The input:
════

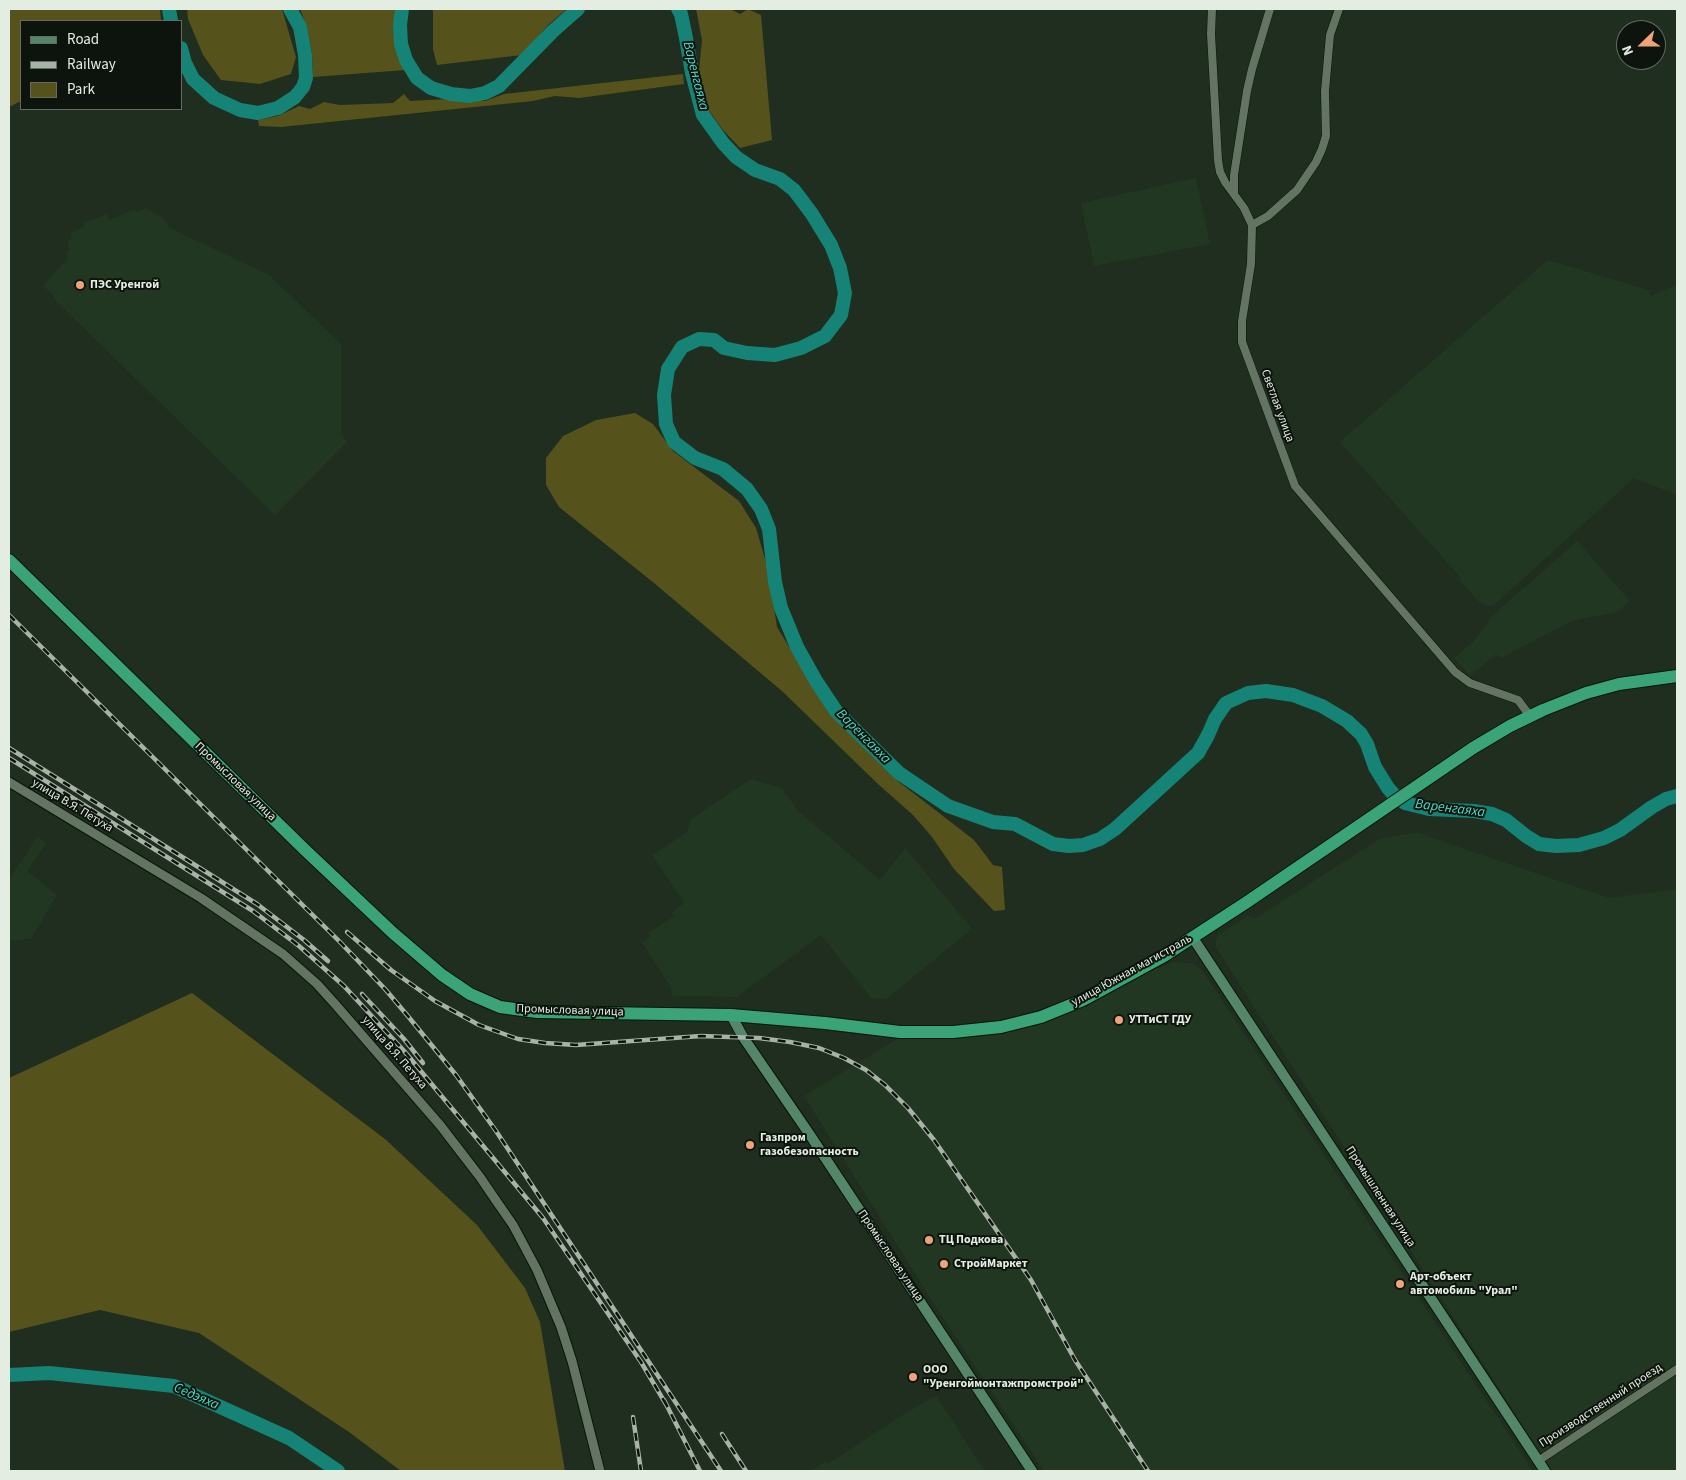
<!DOCTYPE html>
<html>
<head>
<meta charset="utf-8">
<style>
	body { margin:0 }
	#map { position:relative; width:1686px; height:1480px; overflow:hidden; background:#1f2e1e; font-family:"Source Sans 3",sans-serif }
	canvas { display:block }
	.frame { position:absolute; inset:0; border:10px solid #e3ede2; pointer-events:none }
	.legend { position:absolute; left:20px; top:20px; width:162px; height:90px; box-sizing:border-box; background:#0d140d; border:1px solid #636b62; margin:0; padding:6px 9px; list-style:none; font-size:15px; color:#e3ede2 }
	.legend li { display:flex; align-items:center; gap:10px; height:25px }
	.legend b { width:25px; border:1px solid #636b62 }
	.north { position:absolute; left:1616px; top:20px; width:50px; height:50px; box-sizing:border-box; background:#0d140d; border:1px solid #636b62; border-radius:50%; rotate:248deg; font-size:14px; font-weight:700; line-height:20px; text-align:center; color:#e3ede2 }
	.north::after { content:''; display:block; margin:auto; width:18px; height:22px; background:#efa378; clip-path:polygon(50% 0,100% 100%,50% 72%,0 100%) }
</style>
</head>
<body>
<div id="map">
<canvas width="1686" height="1480"></canvas>
<div class="frame"></div>
<ul class="legend">
<li><b style="height:6px;background:#54866a"></b>Road</li>
<li><b style="height:6px;background:#a7b3a6"></b>Railway</li>
<li><b style="height:14px;background:#55521b"></b>Park</li>
</ul>
<div class="north">N</div>
</div>
<script>
const ctx = document.querySelector('canvas').getContext('2d');
ctx.lineJoin = 'round';
function fillPath(path, color) { ctx.fillStyle = color; ctx.fill(path, 'evenodd'); }
const shape = rows => new Path2D(rows.map(r => 'M' + r).join(''));
function strokePath(path, color, width, dash) { ctx.strokeStyle = color; ctx.lineWidth = width; ctx.lineCap = dash ? 'butt' : 'round'; ctx.setLineDash(dash || []); ctx.stroke(path); }
function drawText(font, color, halo, rows, align = 'center') {
  ctx.font = font + ' "Source Sans 3",sans-serif'; ctx.lineWidth = 4; ctx.setLineDash([]); ctx.textBaseline = 'middle'; ctx.strokeStyle = halo; ctx.fillStyle = color; for (const [text, x, y, turn = 0] of rows) {
    ctx.save(); ctx.translate(x, y); ctx.rotate((+turn || 0) * Math.PI / 180); ctx.textAlign = isNaN(turn) ? turn : align; if (halo) ctx.strokeText(text, 0, 0); ctx.fillText(text, 0, 0); ctx.restore();
  }
}
fillPath(shape([
	[1196,178,1210,244,1094,266,1081,203],
	[146,208,163,218,170,228,269,275,341,344,341,434,347,442,275,515,54,299,55,297,43,286,68,258,66,252,70,250,67,241,72,239,70,234,84,226,84,223,107,214,109,220,135,209,136,212],
	[1548,260,1649,290,1651,296,1677,285,1677,495,1634,478,1494,605,1487,606,1479,602,1459,580,1461,578,1340,442],
	[1577,541,1630,601,1617,612,1572,621,1501,658,1496,654,1470,676,1454,658,1473,642,1492,616],
	[751,779,782,788,798,811,880,880,905,848,972,929,886,999,871,998,821,935,737,997,673,996,670,986,642,942,650,937,648,933,674,916,672,912,684,903,652,855,687,832,691,819],
	[1418,833,1609,898,1677,889,1677,1471,1552,1471,1217,949,1215,942,1218,935,1247,916,1256,918,1381,838],
	[37,837,46,843,27,871,57,895,31,939,9,941,9,877,12,875],
	[1173,962,1191,963,1197,966,1204,973,1533,1471,1044,1471,941,1315,804,1096,899,1038,945,1039,996,1034,1094,1001,1153,970],
	[936,1396,985,1471,811,1471,826,1461,828,1464,904,1414]
]), '#223721');
fillPath(shape([
	[9,9,160,9,161,21,21,21,21,101,9,107],
	[187,9,282,9,296,57,291,74,260,84,221,80,203,55,188,19],
	[300,9,397,9,395,26,398,52,406,70,313,77,312,54,307,27],
	[433,9,567,9,549,24,522,55,437,65,433,49],
	[696,9,730,9,740,14,748,9,761,15,772,140,740,148,723,130,707,108,699,71,702,40],
	[683,74,684,84,579,98,555,96,533,101,281,127,259,126,258,120,278,116,299,106,310,109,324,102,340,105,393,103,404,94,410,101,447,99,485,101,504,94],
	[635,413,653,424,673,451,739,501,756,528,768,569,777,627,828,710,859,743,899,782,974,840,993,865,1002,867,1005,910,994,911,954,869,932,837,913,815,879,785,783,692,654,583,559,507,546,485,546,458,563,436,596,420],
	[192,993,385,1139,477,1225,525,1288,540,1322,565,1471,401,1471,349,1432,199,1333,100,1310,9,1332,9,1078]
]), '#55521b');
strokePath(shape([
	[169,9,171,21],
	[402,9,400,25,401,44,406,60,417,78,431,88,451,94,470,96,485,93,499,86,553,31,578,9],
	[678,9,681,14,686,38,692,73,703,115,723,143,736,157,755,170,780,179,794,190,812,214,831,245,840,268,845,293,841,315,825,336,801,348,775,355,747,353,724,348,714,340,699,339,682,347,668,369,664,395,666,424,674,442,695,458,723,469,747,489,761,509,769,529,775,582,781,608,797,647,816,681,836,711,899,773,948,806,993,822,1015,824,1053,844,1069,846,1083,845,1100,839,1115,829,1198,753,1208,735,1215,719,1226,703,1248,693,1266,691,1293,695,1322,706,1347,721,1361,734,1367,744,1375,767,1388,788,1396,797,1405,803,1429,809,1474,811,1492,814,1506,820,1526,836,1539,844,1556,846,1579,845,1604,838,1620,830,1652,807,1666,799,1677,796],
	[181,48,185,63,193,79,214,98,240,110,258,113,278,108,295,97,303,87,306,78,305,55,300,27,290,9],
	[9,1375,49,1373,174,1386,289,1438,338,1471]
]), '#158376', 14);
const minor = shape([
	[1212,9,1211,34,1218,160,1220,172,1225,182,1244,208,1252,225,1251,264,1242,321,1242,342,1295,486,1455,672,1470,683,1518,700,1530,716],
	[1234,193,1234,175,1247,91,1252,69,1270,9],
	[1252,225,1268,216,1297,190,1316,162,1322,149,1326,136,1325,91,1330,35,1339,9],
	[1538,1461,1677,1369]
]);
const tertiary = shape([
	[9,782,201,898,283,954,317,984,335,1004,440,1125,480,1177,497,1202,513,1225,537,1270,561,1327,572,1361,600,1471]
]);
const secondary = shape([
	[1193,938,1545,1471],
	[731,1015,743,1037,810,1135,1032,1471]
]);
const trunk = shape([
	[9,560,304,849,393,933,442,975,470,994,500,1007,537,1012,731,1015,825,1023,900,1032,953,1032,1001,1027,1041,1017,1083,1000,1164,956,1247,902,1473,748,1510,726,1543,710,1586,693,1619,684,1677,676]
]);
strokePath(minor, '#081608', 9);
strokePath(tertiary, '#081608', 11);
strokePath(secondary, '#081608', 12);
strokePath(trunk, '#081608', 14);
strokePath(minor, '#637562', 8);
strokePath(tertiary, '#637562', 9);
strokePath(secondary, '#54866a', 10);
strokePath(trunk, '#3aa478', 12);
const rail = shape([
	[9,615,339,941,385,989,407,1015,456,1075,496,1131,721,1471],
	[9,748,257,904,304,940,328,961],
	[9,758,253,911,299,946,344,986,405,1052,543,1218,641,1362,667,1406],
	[347,932,391,970,435,1001,479,1025,518,1039,545,1043,576,1045,701,1036,759,1038,790,1042,819,1048,844,1058,866,1070,885,1085,908,1108,934,1140,1031,1280,1075,1360,1148,1471],
	[362,994,404,1039,423,1063],
	[664,1400,700,1471],
	[633,1417,641,1471],
	[722,1434,746,1471]
]);
strokePath(rail, '#a7b3a6', 4.5);
strokePath(rail, '#0d140d', 2.5, [8]);
for (const [x, y, r, color] of [
	[80,285,5,"#efa378"],
	[1119,1020,5,"#efa378"],
	[750,1145,5,"#efa378"],
	[929,1240,5,"#efa378"],
	[944,1264,5,"#efa378"],
	[1400,1284,5,"#efa378"],
	[913,1377,5,"#efa378"]
]) { const dot = new Path2D(); dot.arc(x, y, r, 0, 2 * Math.PI); ctx.fillStyle = color; ctx.fill(dot); strokePath(dot, '#0d140d', 2); }
drawText('bold 12px', '#e3ede2', '#0d140d', [
	["ПЭС Уренгой",90,285],
	["УТТиСТ ГДУ",1129,1020],
	["Газпром",760,1138],
	["газобезопасность",760,1152],
	["ТЦ Подкова",939,1240],
	["СтройМаркет",954,1264],
	["Арт-объект",1410,1277],
	["автомобиль \"Урал\"",1410,1291],
	["ООО",923,1370],
	["\"Уренгоймонтажпромстрой\"",923,1384]
], 'left');
drawText('12px', '#e3ede2', '#0d140d', [
	["Светлая улица",1277,406,70],
	["Промысловая улица",235,782,44],
	["улица В.Я. Петуха",72,806,31],
	["улица Южная магистраль",1132,971,-29],
	["Промысловая улица",570,1011,2],
	["улица В.Я. Петуха",394,1053,49],
	["Промышленная улица",1380,1197,57],
	["Промысловая улица",890,1256,56],
	["Производственный проезд",1601,1406,-33]
]);
drawText('italic 14px', '#4edcc8', '#0d140d', [
	["Варенгаяха",695,76,76],
	["Варенгаяха",863,737,45],
	["Варенгаяха",1450,809,7],
	["Седэяха",196,1397,23]
]);
</script>
</body>
</html>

════

Work instructions: Give back exactly the lines from the top of the records to the line containing "width:25px; border:1px solid", both included, and no pictures.

Solution to this problem:
<!DOCTYPE html>
<html>
<head>
<meta charset="utf-8">
<style>
	body { margin:0 }
	#map { position:relative; width:1686px; height:1480px; overflow:hidden; background:#1f2e1e; font-family:"Source Sans 3",sans-serif }
	canvas { display:block }
	.frame { position:absolute; inset:0; border:10px solid #e3ede2; pointer-events:none }
	.legend { position:absolute; left:20px; top:20px; width:162px; height:90px; box-sizing:border-box; background:#0d140d; border:1px solid #636b62; margin:0; padding:6px 9px; list-style:none; font-size:15px; color:#e3ede2 }
	.legend li { display:flex; align-items:center; gap:10px; height:25px }
	.legend b { width:25px; border:1px solid #636b62 }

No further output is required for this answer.